R sucks

I was trying to make some new graphs using 5-year-old R code and I got all these problems because I was reading in files with variable names such as “co.fipsid” and now R is automatically changing them to “co_fipsid”. Or maybe the names had underbars all along, and the old R had changed them into dots. Whatever. I understand that backward compatibility can be hard to maintain, but this is just annoying.

29 thoughts on “R sucks

  1. I think R’s behavior for handling special chars in column names has always been suboptimal. Often the first thing I do after reading a dataset is to sanitize the names in a way that I like. the gsub function can be helpful here.

  2. I’m not able to fully reproduce this behavior, I used the latest version of R (beta).
    Can you share some codes to reproduce to error ?

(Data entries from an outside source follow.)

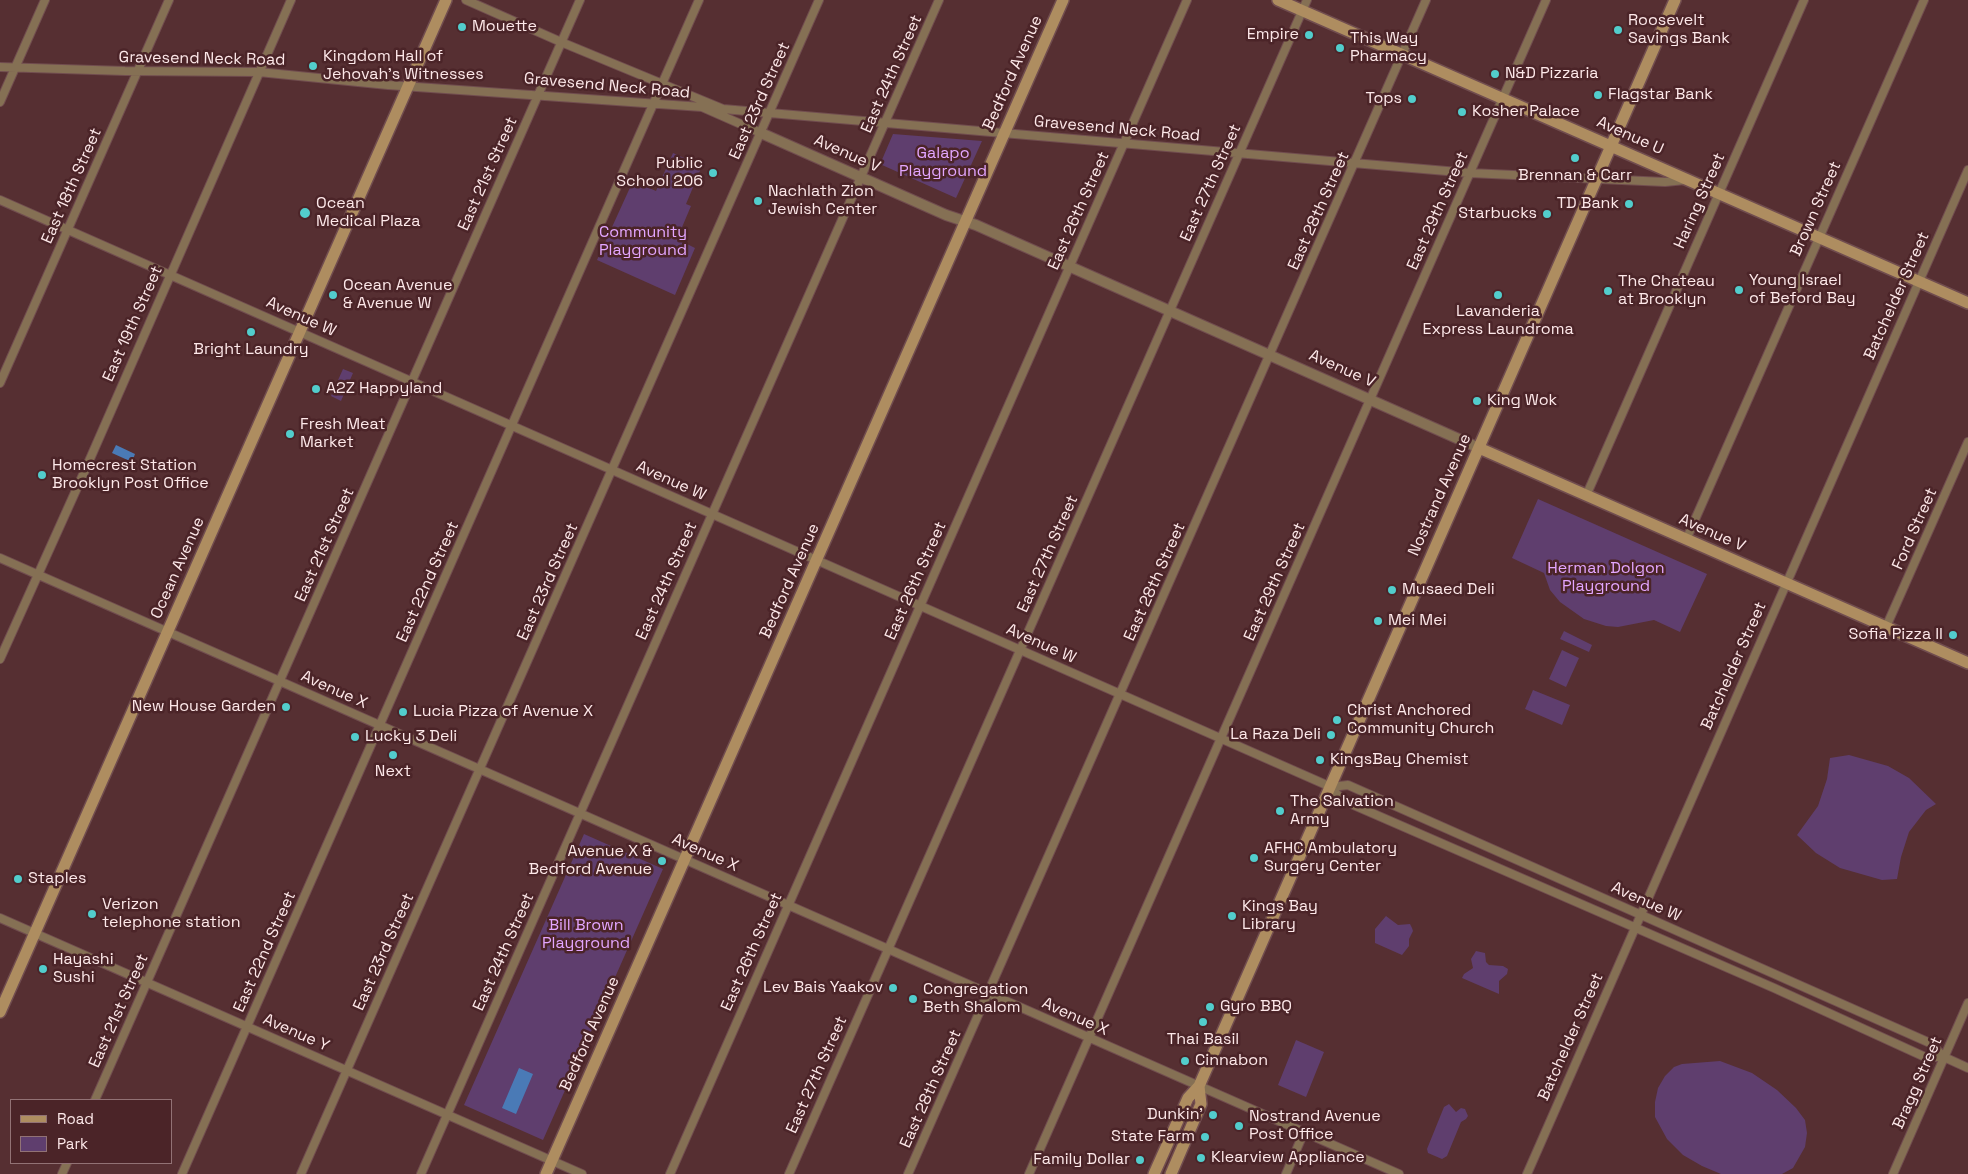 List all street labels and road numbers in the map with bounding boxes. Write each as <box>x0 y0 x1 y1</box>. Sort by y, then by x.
street label: East 24th Street <box>857 12 927 136</box>
street label: Bedford Avenue <box>979 13 1047 133</box>
street label: East 23rd Street <box>726 39 794 163</box>
street label: Gravesend Neck Road <box>119 48 285 70</box>
street label: Gravesend Neck Road <box>523 69 691 103</box>
street label: Gravesend Neck Road <box>1033 112 1201 146</box>
street label: Avenue U <box>1594 113 1666 159</box>
street label: East 21st Street <box>454 114 522 234</box>
street label: East 27th Street <box>1176 121 1246 245</box>
street label: East 18th Street <box>38 125 106 247</box>
street label: Avenue V <box>811 131 883 177</box>
street label: East 26th Street <box>1044 149 1114 273</box>
street label: East 28th Street <box>1284 149 1354 273</box>
street label: East 29th Street <box>1403 149 1473 273</box>
street label: Haring Street <box>1670 150 1730 252</box>
street label: Brown Street <box>1787 159 1845 259</box>
street label: Batchelder Street <box>1860 229 1934 363</box>
street label: East 19th Street <box>99 263 167 385</box>
street label: Avenue W <box>263 293 339 341</box>
street label: Avenue V <box>1306 346 1378 392</box>
street label: Nostrand Avenue <box>1404 431 1476 559</box>
street label: Avenue W <box>633 457 709 505</box>
street label: East 21st Street <box>291 485 359 605</box>
street label: Ford Street <box>1888 485 1942 573</box>
street label: East 27th Street <box>1013 492 1083 616</box>
street label: Avenue V <box>1676 510 1748 556</box>
street label: Ocean Avenue <box>147 514 209 622</box>
street label: East 22nd Street <box>393 519 463 645</box>
street label: East 24th Street <box>632 519 702 643</box>
street label: East 26th Street <box>881 519 951 643</box>
street label: East 23rd Street <box>514 520 582 644</box>
street label: East 28th Street <box>1120 520 1190 644</box>
street label: East 29th Street <box>1240 520 1310 644</box>
street label: Bedford Avenue <box>756 521 824 641</box>
street label: Batchelder Street <box>1697 599 1771 733</box>
street label: Avenue W <box>1003 620 1079 668</box>
street label: Avenue X <box>298 667 370 713</box>
street label: Avenue X <box>669 830 741 876</box>
street label: Avenue W <box>1608 878 1684 926</box>
street label: East 22nd Street <box>230 889 300 1015</box>
street label: East 23rd Street <box>350 890 418 1014</box>
street label: East 24th Street <box>469 890 539 1014</box>
street label: East 26th Street <box>717 890 787 1014</box>
street label: East 21st Street <box>85 951 153 1071</box>
street label: Batchelder Street <box>1534 970 1608 1104</box>
street label: Bedford Avenue <box>556 974 624 1094</box>
street label: Avenue X <box>1039 994 1111 1040</box>
street label: Avenue Y <box>260 1010 332 1056</box>
street label: East 27th Street <box>782 1013 852 1137</box>
street label: East 28th Street <box>896 1027 966 1151</box>
street label: Bragg Street <box>1889 1034 1947 1132</box>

    df <- read.table(text = "A.b C.d
    1 3
    10 11",
    header = TRUE)

    str(df)
    ## 'data.frame': 2 obs. of 2 variables:
    ## $ A.b: int 1 10
    ## $ C.d: int 3 11

    sessionInfo()
    ## R version 3.0.1 Patched (2013-06-28 r63090)
    ## Platform: x86_64-unknown-linux-gnu (64-bit)

    ## locale:
    ## [1] LC_CTYPE=en_US.UTF-8 LC_NUMERIC=C
    ## [3] LC_TIME=en_US.UTF-8 LC_COLLATE=en_US.UTF-8
    ## [5] LC_MONETARY=en_US.UTF-8 LC_MESSAGES=en_US.UTF-8
    ## [7] LC_PAPER=en_US.UTF-8 LC_NAME=C
    ## [9] LC_ADDRESS=C LC_TELEPHONE=C
    ## [11] LC_MEASUREMENT=en_US.UTF-8 LC_IDENTIFICATION=C

    ## attached base packages:
    ## [1] stats graphics grDevices utils datasets methods
    ## [7] base

    ## other attached packages:
    ## [1] XML_3.98-1.1 stringr_0.6.2 reshape2_1.2.2 plyr_1.8
    ## [5] MASS_7.3-26

    ## loaded via a namespace (and not attached):
    ## [1] compiler_3.0.1 tools_3.0.1

    • I cannot reproduce this behavior either with the current version of R. I believe it was because an old version of R changed the underscore to a dot, but more recent versions of R can respect the underscores now.

      > df
      > df
      A.b C.d
      1 1 3
      2 10 11
      > sessionInfo()
      R version 3.0.1 (2013-05-16)
      Platform: x86_64-pc-linux-gnu (64-bit)

      locale:
      [1] LC_CTYPE=en_US.UTF-8 LC_NUMERIC=C
      [3] LC_TIME=en_US.UTF-8 LC_COLLATE=en_US.UTF-8
      [5] LC_MONETARY=en_US.UTF-8 LC_MESSAGES=en_US.UTF-8
      [7] LC_PAPER=C LC_NAME=C
      [9] LC_ADDRESS=C LC_TELEPHONE=C
      [11] LC_MEASUREMENT=en_US.UTF-8 LC_IDENTIFICATION=C

      attached base packages:
      [1] stats graphics grDevices utils datasets methods base

      • I’m pretty sure is that Andrew’s problem is that he has column headers with underscores which *used* to get converted to dots by make.names() (called from read.table()) but no longer do. In fact, ?make.names shows that there is an “allow_” argument (“for compatibility with R prior to 1.9.0”):

        > make.names(“a_b”)
        [1] “a_b”
        > make.names(“a_b”,allow_=FALSE)
        [1] “a.b”

        So following x <- read.table(…) with setNames(x,make.names(names(x),allow_=FALSE)) should
        reproduce the old behavio(u)r.

        This seems to do the trick:

        library("Defaults")
        setDefaults(make.names,allow_=FALSE)
        read.table(text=
        "first_col second_col
        12 34
        ",header=TRUE)
        ## first.col second.col
        ## 12 34

      • Why is underscore better? It’s annoying for me, because ESS in Emacs always converts it to <- unless I quote it first. I prefer . And cleaning up names myself makes the code easier for me to maintain when I'm collaborating with folks who change variable names on me and capitalize inconsistently.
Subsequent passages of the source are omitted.